Ce n’est pas ce que vous enseignent vos professeurs, eux-mêmes formés, comme nous tous,  à l’école du capitalisme. Mais à ceux plus éclairés qui à l’instar de certains économistes et philosophes mettent en doute leur conviction, je vous propose d’écouter l’autre discours qui envahit les esprits. Et même si vous ne l’entendez pas, ne  rejetez pas d’emblée ceux qui y travaillent.

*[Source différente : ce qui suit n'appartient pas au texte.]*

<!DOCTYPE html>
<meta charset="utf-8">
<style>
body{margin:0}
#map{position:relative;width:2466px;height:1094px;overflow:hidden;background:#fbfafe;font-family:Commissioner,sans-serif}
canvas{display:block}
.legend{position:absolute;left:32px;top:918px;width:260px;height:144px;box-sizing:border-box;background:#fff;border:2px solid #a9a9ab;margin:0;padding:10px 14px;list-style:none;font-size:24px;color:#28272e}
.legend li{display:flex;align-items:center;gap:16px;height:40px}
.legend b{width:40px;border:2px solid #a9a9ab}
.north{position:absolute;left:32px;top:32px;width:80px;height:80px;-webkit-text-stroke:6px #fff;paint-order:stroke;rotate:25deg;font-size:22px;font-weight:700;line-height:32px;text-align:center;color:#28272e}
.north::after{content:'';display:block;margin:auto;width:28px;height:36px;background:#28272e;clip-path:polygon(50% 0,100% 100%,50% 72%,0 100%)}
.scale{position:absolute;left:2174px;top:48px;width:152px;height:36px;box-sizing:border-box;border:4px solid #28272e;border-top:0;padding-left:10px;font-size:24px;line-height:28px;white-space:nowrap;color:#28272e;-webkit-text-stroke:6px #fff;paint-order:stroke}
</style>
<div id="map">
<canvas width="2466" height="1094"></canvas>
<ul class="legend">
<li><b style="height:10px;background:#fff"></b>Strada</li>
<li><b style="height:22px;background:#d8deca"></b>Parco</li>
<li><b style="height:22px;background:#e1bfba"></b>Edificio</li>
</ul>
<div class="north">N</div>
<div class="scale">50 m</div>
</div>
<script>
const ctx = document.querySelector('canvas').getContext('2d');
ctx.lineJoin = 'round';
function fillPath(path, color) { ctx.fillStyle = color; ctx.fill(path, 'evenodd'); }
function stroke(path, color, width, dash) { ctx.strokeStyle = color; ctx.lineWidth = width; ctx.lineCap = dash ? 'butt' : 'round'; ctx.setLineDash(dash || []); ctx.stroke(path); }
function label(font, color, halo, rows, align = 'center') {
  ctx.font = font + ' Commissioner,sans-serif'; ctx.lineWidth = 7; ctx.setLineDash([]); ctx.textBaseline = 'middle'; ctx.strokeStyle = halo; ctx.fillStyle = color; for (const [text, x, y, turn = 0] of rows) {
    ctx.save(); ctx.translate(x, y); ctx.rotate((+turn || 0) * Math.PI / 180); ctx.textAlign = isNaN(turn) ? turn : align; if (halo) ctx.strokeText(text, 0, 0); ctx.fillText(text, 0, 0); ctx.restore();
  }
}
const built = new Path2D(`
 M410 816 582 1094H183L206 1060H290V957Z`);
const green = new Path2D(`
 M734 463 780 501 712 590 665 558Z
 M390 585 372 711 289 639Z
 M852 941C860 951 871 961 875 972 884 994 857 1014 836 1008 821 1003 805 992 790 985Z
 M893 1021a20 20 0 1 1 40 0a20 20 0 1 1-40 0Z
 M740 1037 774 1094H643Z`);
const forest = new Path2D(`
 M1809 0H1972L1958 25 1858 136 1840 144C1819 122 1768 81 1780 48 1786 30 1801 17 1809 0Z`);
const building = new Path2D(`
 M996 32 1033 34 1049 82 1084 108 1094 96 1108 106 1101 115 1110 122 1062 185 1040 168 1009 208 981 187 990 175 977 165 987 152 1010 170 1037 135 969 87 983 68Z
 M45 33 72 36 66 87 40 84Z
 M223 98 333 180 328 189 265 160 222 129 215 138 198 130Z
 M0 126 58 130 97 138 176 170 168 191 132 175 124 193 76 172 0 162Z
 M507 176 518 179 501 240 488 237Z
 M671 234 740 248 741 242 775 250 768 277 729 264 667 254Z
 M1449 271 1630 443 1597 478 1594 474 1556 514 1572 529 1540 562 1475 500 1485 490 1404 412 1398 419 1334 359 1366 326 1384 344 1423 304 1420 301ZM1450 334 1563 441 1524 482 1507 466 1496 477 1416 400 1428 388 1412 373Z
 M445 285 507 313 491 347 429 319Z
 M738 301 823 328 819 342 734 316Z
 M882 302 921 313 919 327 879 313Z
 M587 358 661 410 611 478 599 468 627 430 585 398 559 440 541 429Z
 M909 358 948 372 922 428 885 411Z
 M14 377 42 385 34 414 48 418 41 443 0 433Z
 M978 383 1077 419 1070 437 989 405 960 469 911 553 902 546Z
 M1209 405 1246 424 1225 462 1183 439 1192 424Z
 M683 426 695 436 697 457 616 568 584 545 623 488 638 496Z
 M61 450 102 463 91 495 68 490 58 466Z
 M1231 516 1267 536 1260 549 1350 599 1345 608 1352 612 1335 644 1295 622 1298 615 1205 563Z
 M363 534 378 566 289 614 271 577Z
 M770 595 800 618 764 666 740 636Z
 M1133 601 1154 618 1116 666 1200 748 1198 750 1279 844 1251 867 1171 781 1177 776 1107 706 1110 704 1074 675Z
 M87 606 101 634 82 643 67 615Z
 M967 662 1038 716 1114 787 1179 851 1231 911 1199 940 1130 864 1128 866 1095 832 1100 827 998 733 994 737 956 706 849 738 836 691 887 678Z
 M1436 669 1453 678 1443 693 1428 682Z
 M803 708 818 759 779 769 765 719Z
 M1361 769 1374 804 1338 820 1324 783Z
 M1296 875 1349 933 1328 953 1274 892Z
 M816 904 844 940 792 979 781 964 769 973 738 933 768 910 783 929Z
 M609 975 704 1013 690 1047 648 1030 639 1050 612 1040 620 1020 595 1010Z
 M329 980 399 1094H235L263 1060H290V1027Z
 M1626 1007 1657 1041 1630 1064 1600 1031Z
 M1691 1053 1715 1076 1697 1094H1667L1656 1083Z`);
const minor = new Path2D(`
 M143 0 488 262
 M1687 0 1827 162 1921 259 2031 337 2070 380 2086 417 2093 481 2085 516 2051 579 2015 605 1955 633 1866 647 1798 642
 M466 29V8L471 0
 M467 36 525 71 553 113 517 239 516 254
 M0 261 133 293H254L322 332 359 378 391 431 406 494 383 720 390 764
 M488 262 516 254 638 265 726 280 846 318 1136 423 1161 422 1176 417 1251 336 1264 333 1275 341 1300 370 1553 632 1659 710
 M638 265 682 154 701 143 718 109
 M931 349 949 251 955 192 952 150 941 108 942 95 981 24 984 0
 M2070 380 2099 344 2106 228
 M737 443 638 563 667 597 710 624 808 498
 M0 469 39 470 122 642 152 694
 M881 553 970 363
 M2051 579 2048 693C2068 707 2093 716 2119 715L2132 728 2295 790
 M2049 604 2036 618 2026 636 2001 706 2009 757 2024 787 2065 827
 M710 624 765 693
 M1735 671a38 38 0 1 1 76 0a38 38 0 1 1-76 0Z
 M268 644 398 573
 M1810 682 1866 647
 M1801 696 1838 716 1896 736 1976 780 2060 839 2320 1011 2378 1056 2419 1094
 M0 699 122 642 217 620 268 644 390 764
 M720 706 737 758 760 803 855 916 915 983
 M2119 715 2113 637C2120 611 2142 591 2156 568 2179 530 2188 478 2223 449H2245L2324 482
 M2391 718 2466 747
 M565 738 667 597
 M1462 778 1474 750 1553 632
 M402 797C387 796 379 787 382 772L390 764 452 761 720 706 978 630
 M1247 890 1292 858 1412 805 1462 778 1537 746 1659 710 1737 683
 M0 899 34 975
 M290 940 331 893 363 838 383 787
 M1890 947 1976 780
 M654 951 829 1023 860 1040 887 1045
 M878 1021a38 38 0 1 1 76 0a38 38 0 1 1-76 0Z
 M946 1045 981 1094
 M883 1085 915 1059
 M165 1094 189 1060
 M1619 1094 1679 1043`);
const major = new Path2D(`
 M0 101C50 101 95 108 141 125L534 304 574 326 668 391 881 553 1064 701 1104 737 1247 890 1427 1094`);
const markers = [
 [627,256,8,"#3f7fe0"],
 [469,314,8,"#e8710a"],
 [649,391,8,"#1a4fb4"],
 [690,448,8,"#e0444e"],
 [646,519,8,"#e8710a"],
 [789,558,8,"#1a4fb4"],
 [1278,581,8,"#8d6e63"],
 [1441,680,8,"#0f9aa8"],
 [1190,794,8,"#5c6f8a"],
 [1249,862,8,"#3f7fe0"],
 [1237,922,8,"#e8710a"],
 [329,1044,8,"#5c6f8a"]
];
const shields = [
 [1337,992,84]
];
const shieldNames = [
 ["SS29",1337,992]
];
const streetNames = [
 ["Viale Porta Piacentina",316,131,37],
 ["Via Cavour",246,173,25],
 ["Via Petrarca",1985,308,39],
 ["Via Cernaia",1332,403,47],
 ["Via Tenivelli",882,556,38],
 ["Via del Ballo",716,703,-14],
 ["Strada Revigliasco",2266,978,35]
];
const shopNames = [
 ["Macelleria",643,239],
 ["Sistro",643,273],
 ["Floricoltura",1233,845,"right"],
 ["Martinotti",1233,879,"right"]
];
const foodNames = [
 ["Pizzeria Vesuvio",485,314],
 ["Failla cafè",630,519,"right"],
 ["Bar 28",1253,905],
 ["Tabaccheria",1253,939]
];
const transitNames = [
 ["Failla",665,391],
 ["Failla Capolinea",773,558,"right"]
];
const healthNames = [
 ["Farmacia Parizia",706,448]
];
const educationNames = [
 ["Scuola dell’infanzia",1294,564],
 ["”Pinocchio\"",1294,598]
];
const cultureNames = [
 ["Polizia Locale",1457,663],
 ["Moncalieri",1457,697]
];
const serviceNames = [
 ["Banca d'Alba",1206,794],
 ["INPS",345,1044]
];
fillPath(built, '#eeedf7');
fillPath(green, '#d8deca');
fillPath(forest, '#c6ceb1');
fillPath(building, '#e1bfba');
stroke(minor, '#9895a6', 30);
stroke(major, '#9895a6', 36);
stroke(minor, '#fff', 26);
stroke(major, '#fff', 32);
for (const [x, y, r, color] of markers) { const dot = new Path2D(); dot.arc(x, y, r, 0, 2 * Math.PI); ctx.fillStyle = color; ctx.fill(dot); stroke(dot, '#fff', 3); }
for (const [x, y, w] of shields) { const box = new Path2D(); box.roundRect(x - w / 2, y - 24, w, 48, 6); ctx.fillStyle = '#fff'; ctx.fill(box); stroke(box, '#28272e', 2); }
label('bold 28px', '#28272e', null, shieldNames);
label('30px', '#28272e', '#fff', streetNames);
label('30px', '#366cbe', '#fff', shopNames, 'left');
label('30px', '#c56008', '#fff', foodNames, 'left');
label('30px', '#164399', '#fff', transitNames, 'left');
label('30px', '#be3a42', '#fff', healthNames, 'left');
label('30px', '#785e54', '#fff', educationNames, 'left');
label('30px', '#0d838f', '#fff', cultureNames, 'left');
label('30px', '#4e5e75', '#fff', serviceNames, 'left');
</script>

La discussion du nouveau projet de loi sur la politique de l’eau en France sera justement l’occasion de faire entendre un autre point de vue.

Tel :

 -la reconnaissance de l’eau comme un bien commun du vivant;

 

l’accès à l’eau en quantité et en qualité suffisante pour que l’humanité vive dignement, soit reconnu comme un droit fondamental, individuel et collectif ;

       une gestion publique de l’eau qui contribue à la solidarité pour la vie entre les communautés, pays, sociétés, sexes et générations ;

       la prise en charge financière de l’eau à la fois collective et individuelle selon les principes de responsabilité et d’utilité ;

       et enfin l’eau est une affaire de citoyenneté et de démocratie.

Ce sont ces initiatives qui permettent d’entrevoir la construction d’un autre monde, un monde où l’homme serait au centre de nos préoccupations, et le citoyen conscient de ses responsabilités.

C’est avant tout une réhabilitation de la démocratie. (Eviter de parler de démocratie participative, c’est un pléonasme)

Malgré la démesure et la folie fulgurante qui frappent de stupeur, des enfants continuent à naître, des populations continuent à s’abreuver et des arbres continuent à pousser.

La permanence de la vie impose que nous soyons vigilants.

C’est sur le thème de l’eau que l’on essaie de présenter un « mouvement de solidarité entre les peuples sans distinction « spécifique   », nous le présentons comme une force de propositions pour créer une autre mondialisation qui réfute la haine, les revanches, nourries par des intérêts qui ne nous concernent pas.

J’espère vous avoir intéressés, je vous en remercie.